16 of History’s Lesser Known Dark Moments That Will Give you Chills

Khalid Elhassan - August 10, 2018

16 of History’s Lesser Known Dark Moments That Will Give you Chills
Death of Charles the Bad. Morphosis

Charles the Bad’s Death Was as Horrible as His Life

Charles the Bad (1332 – 1387) was a French magnate with extensive holdings in Normandy and other parts of France. In 1349, he became king of Navarre, a small kingdom on the Pyrenees mountains between France and Spain. He was known as “the Bad” because of his intrigues, bad faith dealings, betrayals, dishonesty, and double crosses.

He plotted with the English to betray France during the Hundred Years War, leading to his arrest and imprisonment by the French. Charles escaped from prison and 1357, and began a series of intrigues with a variety of French parties, betraying nearly all, one after the other. As a result, Charles was forced to renounce most of his holdings in France. In 1378, he was forced to cede his remaining French holdings when new treachery was unmasked, in which Charles not only planned to betray France to the English, but to also poison the French king while at it.

Charles’ reputation was no better in Spain, where he allied with Peter the Cruel of Castile against Peter IV of Aragon in 1362, only to switch sides the following year. Castilian armies invaded Navarre and Charles was forced to flee. Out of allies, having betrayed them all, Charles was forced to agree to a humiliating treaty that reduced him and his realm to Castilian clients.

His end came in 1387, when an illness led a physician to prescribe that he be swaddled from head to foot in linen steeped in alcohol.
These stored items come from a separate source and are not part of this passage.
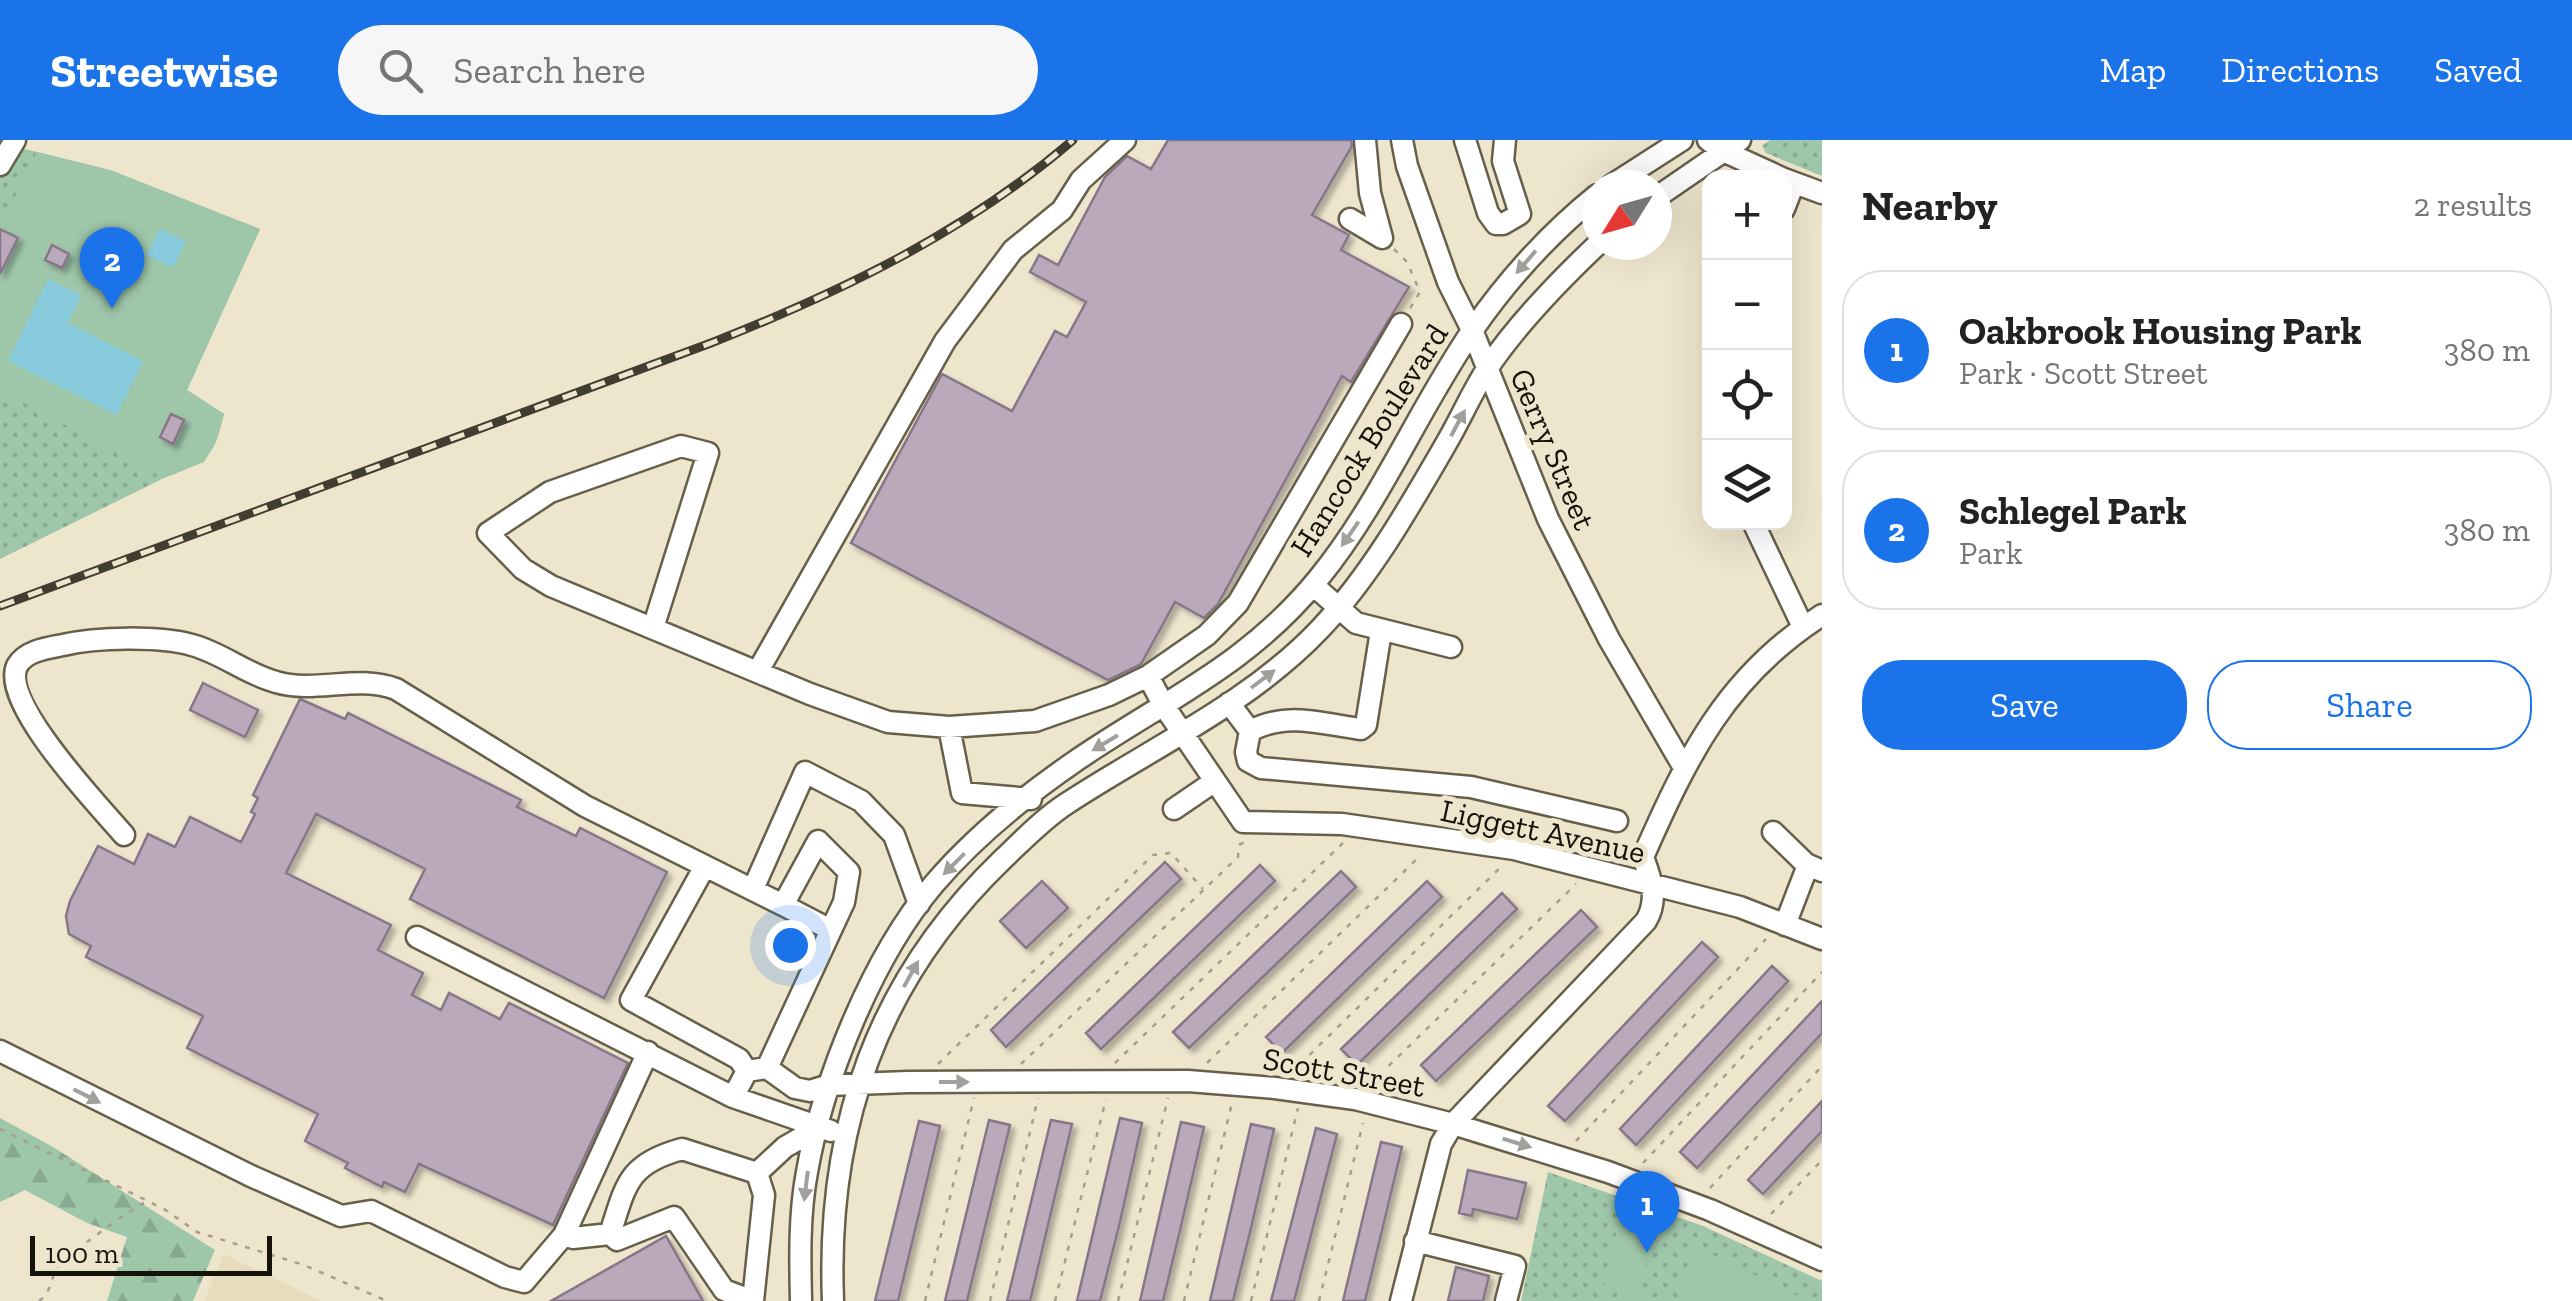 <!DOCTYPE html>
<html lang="en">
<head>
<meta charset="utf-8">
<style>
  body { margin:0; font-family:"Zilla Slab",serif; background:#f6f6f6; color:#222 }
  .controls { position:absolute; right:30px; top:30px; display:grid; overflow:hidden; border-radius:20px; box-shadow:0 10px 40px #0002 }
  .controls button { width:90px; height:90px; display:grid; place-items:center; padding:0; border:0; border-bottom:2px solid #e0e0e0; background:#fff; color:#222; font:50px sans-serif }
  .compass { position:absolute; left:1582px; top:30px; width:90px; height:90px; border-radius:50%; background:#fff; box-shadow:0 10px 40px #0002; rotate:233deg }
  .scale { position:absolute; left:30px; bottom:25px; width:242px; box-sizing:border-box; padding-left:10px; border:5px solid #151209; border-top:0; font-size:28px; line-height:35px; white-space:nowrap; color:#151209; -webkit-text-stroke:8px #eee5cd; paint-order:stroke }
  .you { position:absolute; left:790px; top:805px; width:35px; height:35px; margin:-25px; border:8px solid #fff; border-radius:50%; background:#1a73e8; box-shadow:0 0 0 15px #1a73e833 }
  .badge { display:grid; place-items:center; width:65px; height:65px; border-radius:50%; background:#1a73e8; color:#fff; font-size:32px; font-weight:700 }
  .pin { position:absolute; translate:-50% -82px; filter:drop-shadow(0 2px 5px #0008) }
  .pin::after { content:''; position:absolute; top:52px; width:35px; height:30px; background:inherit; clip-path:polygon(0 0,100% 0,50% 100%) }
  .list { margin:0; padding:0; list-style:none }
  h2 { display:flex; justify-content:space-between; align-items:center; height:130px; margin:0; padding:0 40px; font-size:42px }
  h2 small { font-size:32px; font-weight:400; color:#767676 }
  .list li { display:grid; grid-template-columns:65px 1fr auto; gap:30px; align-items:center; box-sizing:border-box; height:160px; margin:0 20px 20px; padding:0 20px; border:2px solid #e0e0e0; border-radius:40px }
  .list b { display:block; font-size:38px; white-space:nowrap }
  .list p { margin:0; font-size:32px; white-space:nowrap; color:#767676 }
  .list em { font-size:32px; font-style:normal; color:#767676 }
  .actions { display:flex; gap:20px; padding:30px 40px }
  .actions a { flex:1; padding:22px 0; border:2px solid #1a73e8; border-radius:40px; text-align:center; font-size:35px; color:#1a73e8 }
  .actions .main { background:#1a73e8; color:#fff }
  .icon { flex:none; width:55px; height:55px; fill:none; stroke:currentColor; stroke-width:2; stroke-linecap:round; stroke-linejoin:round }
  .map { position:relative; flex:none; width:1822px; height:1161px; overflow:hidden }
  header { display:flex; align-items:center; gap:60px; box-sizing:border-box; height:140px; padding:0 50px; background:#1a73e8; color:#fff }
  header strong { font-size:48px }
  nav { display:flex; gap:55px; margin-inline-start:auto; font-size:35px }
  .search { width:700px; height:90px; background:#f6f6f6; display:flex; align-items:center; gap:25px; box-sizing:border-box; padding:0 35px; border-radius:55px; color:#767676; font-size:38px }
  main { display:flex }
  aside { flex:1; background:#fff }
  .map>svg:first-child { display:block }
  .built { fill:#e7dcbc }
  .grass { fill:url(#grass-dots) }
  .forest { fill:url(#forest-firs) }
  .pitch { fill:#9ec6a9 }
  .water { fill:#87cbdd }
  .building { fill:#baa8bb; stroke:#877688; stroke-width:2.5; filter:url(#shadow) }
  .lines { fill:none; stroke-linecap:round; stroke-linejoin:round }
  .minor-casing { stroke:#665f49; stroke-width:25 }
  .path { stroke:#a59e8b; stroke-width:2.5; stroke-dasharray:5 8; stroke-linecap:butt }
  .minor { stroke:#fff; stroke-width:20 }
  .rail-casing { stroke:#413d31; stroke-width:9 }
  .rail { stroke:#eee5cd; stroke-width:5; stroke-dasharray:15; stroke-linecap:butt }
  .oneway { fill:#a1a09d }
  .labels { text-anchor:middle; stroke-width:10; stroke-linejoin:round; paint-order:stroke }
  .street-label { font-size:32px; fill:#151209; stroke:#eee5cd }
</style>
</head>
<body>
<header>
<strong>Streetwise</strong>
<div class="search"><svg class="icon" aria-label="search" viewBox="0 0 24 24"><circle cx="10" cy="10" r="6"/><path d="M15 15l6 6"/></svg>Search here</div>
<nav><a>Map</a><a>Directions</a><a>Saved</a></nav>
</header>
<main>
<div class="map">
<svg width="1822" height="1161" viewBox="0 0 1822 1161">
  <defs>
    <pattern id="grass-dots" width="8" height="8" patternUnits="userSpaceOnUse" patternTransform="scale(2.5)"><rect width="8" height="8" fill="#9ec6a9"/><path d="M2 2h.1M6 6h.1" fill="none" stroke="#87a990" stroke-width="1.8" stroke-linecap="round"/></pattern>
    <pattern id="forest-firs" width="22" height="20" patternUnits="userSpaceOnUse" patternTransform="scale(2.5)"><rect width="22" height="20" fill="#9ec6a9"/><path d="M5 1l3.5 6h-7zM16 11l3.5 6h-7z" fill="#87a990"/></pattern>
    <filter id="shadow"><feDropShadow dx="4.5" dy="4.5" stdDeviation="2.5" flood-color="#0004"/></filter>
  </defs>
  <rect width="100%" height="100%" fill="#eee5cd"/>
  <path class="built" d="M224 1114 321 1161H204Z"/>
  <path class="grass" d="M1770 0H1822V36L1766 13 1762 6Z
    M0 3 110 30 260 89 187 250 224 274 215 304 204 322 164 338 0 419Z
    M1548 1032 1703 1086 1822 1141V1161H1521Z"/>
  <path class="forest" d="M0 978 53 1007 215 1110 193 1161H107L127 1097 87 1083 25 1050 0 1062Z"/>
  <path class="pitch" d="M37 12 110 30 260 89 187 250 224 274C213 322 206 321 164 338L0 250V79L3 80Z
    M1617 1089 1653 1097 1639 1158 1603 1149Z
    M1695 1106 1808 1161H1678Z"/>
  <path class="water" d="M160 89 186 101 173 128 147 115Z
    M48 139 81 155 68 183 143 221 117 275 8 221Z"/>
  <path class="building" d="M1168 0H1351L1352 6 1312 75 1349 95 1341 110 1409 147 1351 242 1342 236 1218 464 1204 478 1175 462 1141 524 1108 540 851 403 942 234 1012 271 1055 191 1067 197 1086 162 1030 132 1039 115 1058 125 1105 37 1127 16 1151 29Z
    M0 89 18 98 0 134Z
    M52 105 69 114 62 128 45 120Z
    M171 274 184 280 173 304 160 297Z
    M203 543 258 570 245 597 190 570Z
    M300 559 345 579 348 573 521 660 517 667 576 696 580 688 667 732 604 858 410 759 425 729 316 674 286 733 391 785 378 810 423 833 412 855 441 870 449 853 500 879 509 863 628 923 553 1085 419 1024 405 1052 384 1042 382 1047 345 1028 348 1023 305 1001 318 974 187 908 203 876 86 817 91 806 69 794 66 776 70 761 98 706 134 724 148 694 175 707 190 677 241 702 255 674 251 672 258 658 253 655Z
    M1165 722 1181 739 1006 907 991 890Z
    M1260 725 1275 741 1101 909 1086 893Z
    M1341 731 1356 747 1189 908 1173 892Z
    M1042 741 1068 768 1026 808 1000 781Z
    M1427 741 1442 757 1282 913 1266 897Z
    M1502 753 1517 769 1357 925 1341 909Z
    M1581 770 1597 787 1436 941 1421 925Z
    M1702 802 1718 817 1565 981 1548 966Z
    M1772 826 1788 841 1636 1005 1620 989Z
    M1822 861V893L1697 1028 1680 1012Z
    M1822 961V991L1763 1054 1748 1040Z
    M1120 978 1142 983 1120 1082 1100 1161H1077Z
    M989 980 1010 985 967 1161H945Z
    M1051 980 1072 984 1030 1161H1007Z
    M919 981 940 986 898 1161H875Z
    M1181 982 1204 987 1181 1086 1163 1161H1140Z
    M1251 984 1274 989 1251 1088 1233 1161H1210Z
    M1316 988 1337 994 1294 1161H1271Z
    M1381 1002 1402 1007 1373 1128 1365 1161H1343Z
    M1468 1030 1526 1043 1517 1079 1473 1069 1472 1076 1459 1073Z
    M666 1096 703 1161H551Z
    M1456 1127 1489 1136 1483 1161H1448Z"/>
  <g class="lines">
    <g class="minor-casing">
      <path id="minor" d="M1402 0 1407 26 1448 142 1472 190 1548 379 1609 499 1683 626
        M1465 0 1488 73 1496 84H1503L1520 74 1503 21 1505 0
        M1708 0 1723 11 1782 38
        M0 25 15 0
        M1784 39 1822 53
        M1612 45 1682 0
        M1657 57 1740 0
        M1784 69 1794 43
        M1350 79 1382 98 1370 53 1365 0
        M1753 382 1803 487
        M1313 445 1356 483 1451 507
        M653 488 708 313 681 306 550 352 488 393 523 429 551 446 810 554 888 582 949 587 1035 581 1109 555 1148 536 1164 566 1243 682 1342 684 1514 709 1740 767 1822 799
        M758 531 945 201 1013 110 1062 70 1081 40 1125 0
        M1148 536 1207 495 1238 463 1401 184
        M1229 563 1250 591 1246 612 1248 621 1261 628 1471 647 1617 681
        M949 587 962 653 1031 659
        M1250 591C1287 571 1322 584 1361 589L1366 585 1381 491
        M1174 669 1215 641
        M1773 692 1806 724 1822 731
        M124 695C100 667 0 563 17 526 25 511 47 508 63 505 97 497 159 496 192 505 222 513 246 534 276 542 316 554 357 534 396 549L585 666 783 765 818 701 849 732 844 762 767 928
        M705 726 631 860 739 919 747 931
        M753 749 805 632 861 661 894 695 919 764
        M783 765 831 790
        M1785 785 1808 725
        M417 797 733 957 831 991
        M0 911 251 1036 341 1076 371 1071 505 1137 524 1142 564 1095 573 1098 610 1094
        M733 957 747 931 767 928 795 948 810 951 829 945 908 942 1188 941 1275 948 1355 959 1453 984 1608 1032 1710 1070 1822 1120
        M682 1009 757 1033 764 1055 753 1161 724 1150 674 1077 617 1100 610 1094C626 1045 627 1024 682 1009Z
        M757 1033 785 1007 818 988
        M564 1095 648 912
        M1415 1101 1515 1126 1506 1161
        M801 1161C800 1119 799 1074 807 1032 823 939 873 816 934 744 975 696 1026 655 1077 620 1165 560 1248 525 1318 439 1381 362 1418 269 1474 188 1509 138 1550 93 1597 55
        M833 1161C826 987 877 840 1003 719 1023 700 1043 679 1066 664 1151 608 1249 564 1320 489 1371 435 1410 366 1447 302 1461 278 1472 252 1487 229 1517 184 1558 142 1597 105
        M1401 1161 1441 1004 1453 984 1646 781C1659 759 1651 739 1643 717 1687 617 1726 536 1822 475"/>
    </g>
    <path class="path" d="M1394 109 1407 122 1420 152 1409 170
      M1115 923 1343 703
      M1207 923 1420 716
      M938 924 1153 715 1171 713 1203 749
      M1021 924 1238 717 1239 705 1245 702
      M1291 933 1503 725
      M1370 944 1576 744
      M0 989 164 1069 197 1092 304 1125 387 1161
      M1576 1001 1766 799
      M1643 1023 1822 832
      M1710 1048 1822 926
      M1771 1074 1822 1020
      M39 1161C52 1153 50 1138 58 1126 65 1117 132 1068 144 1063
      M925 1161 974 958
      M990 1161 1038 958
      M1055 1161 1106 959
      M1118 1161 1168 958
      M1184 1161 1232 963
      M1251 1161 1298 968
      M1319 1161 1363 983"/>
    <use href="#minor" class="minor"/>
    <g class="rail-casing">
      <path id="rail" d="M0 466 711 203C841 152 966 92 1073 0"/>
    </g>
    <use href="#rail" class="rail"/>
  </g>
  <defs><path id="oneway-solid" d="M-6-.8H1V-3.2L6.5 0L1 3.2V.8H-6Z" transform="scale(2.5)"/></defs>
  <g class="oneway">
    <use href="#oneway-solid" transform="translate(1526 122) rotate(131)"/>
    <use href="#oneway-solid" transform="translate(1458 283) rotate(-62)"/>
    <use href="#oneway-solid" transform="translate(1350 394) rotate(125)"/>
    <use href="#oneway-solid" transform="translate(1263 539) rotate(-37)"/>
    <use href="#oneway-solid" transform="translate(1105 603) rotate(149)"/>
    <use href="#oneway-solid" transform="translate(954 724) rotate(135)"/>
    <use href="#oneway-solid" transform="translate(911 834) rotate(-61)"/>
    <use href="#oneway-solid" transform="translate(954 942)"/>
    <use href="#oneway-solid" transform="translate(87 956) rotate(27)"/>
    <use href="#oneway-solid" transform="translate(1517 1003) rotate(17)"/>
    <use href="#oneway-solid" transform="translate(806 1046) rotate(97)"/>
  </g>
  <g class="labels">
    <g class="street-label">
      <text transform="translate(1369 300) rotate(-58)" y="11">Hancock Boulevard</text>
      <text transform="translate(1553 309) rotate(67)" y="11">Gerry Street</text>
      <text transform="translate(1543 691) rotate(12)" y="11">Liggett Avenue</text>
      <text transform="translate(1344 932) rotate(10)" y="11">Scott Street</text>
    </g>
  </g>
</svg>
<div class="controls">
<button>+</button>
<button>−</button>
<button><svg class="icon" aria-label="locate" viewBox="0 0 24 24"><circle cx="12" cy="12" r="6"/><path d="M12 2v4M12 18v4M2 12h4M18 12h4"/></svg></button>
<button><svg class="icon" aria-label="layers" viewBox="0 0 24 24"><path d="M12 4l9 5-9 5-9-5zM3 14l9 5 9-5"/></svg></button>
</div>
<svg class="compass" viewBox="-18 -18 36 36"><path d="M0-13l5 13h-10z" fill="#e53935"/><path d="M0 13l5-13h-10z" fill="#767676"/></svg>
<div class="scale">100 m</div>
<div class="you"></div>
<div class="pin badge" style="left:1647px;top:1113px">1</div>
<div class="pin badge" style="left:112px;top:169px">2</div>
</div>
<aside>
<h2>Nearby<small>2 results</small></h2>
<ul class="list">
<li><span class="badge">1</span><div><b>Oakbrook Housing Park</b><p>Park · Scott Street</p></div><em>380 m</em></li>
<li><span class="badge">2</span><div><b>Schlegel Park</b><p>Park</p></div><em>380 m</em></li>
</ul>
<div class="actions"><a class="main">Save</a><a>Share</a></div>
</aside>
</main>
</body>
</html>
A maid, tasked with securing the linen snugly around the king’s body by sewing it in place with yarn, discovered that she had no scissors with which to snip the excess yarn. Improvising, she reached for a candle to use its flame to burn off a section of yarn. The alcohol-infused cloth caught on fire, and Charles the Bad, tightly swaddled in the burning linen, was unable to escape. He suffered horrific burns, and lingered for weeks in extreme agony before finally succumbing.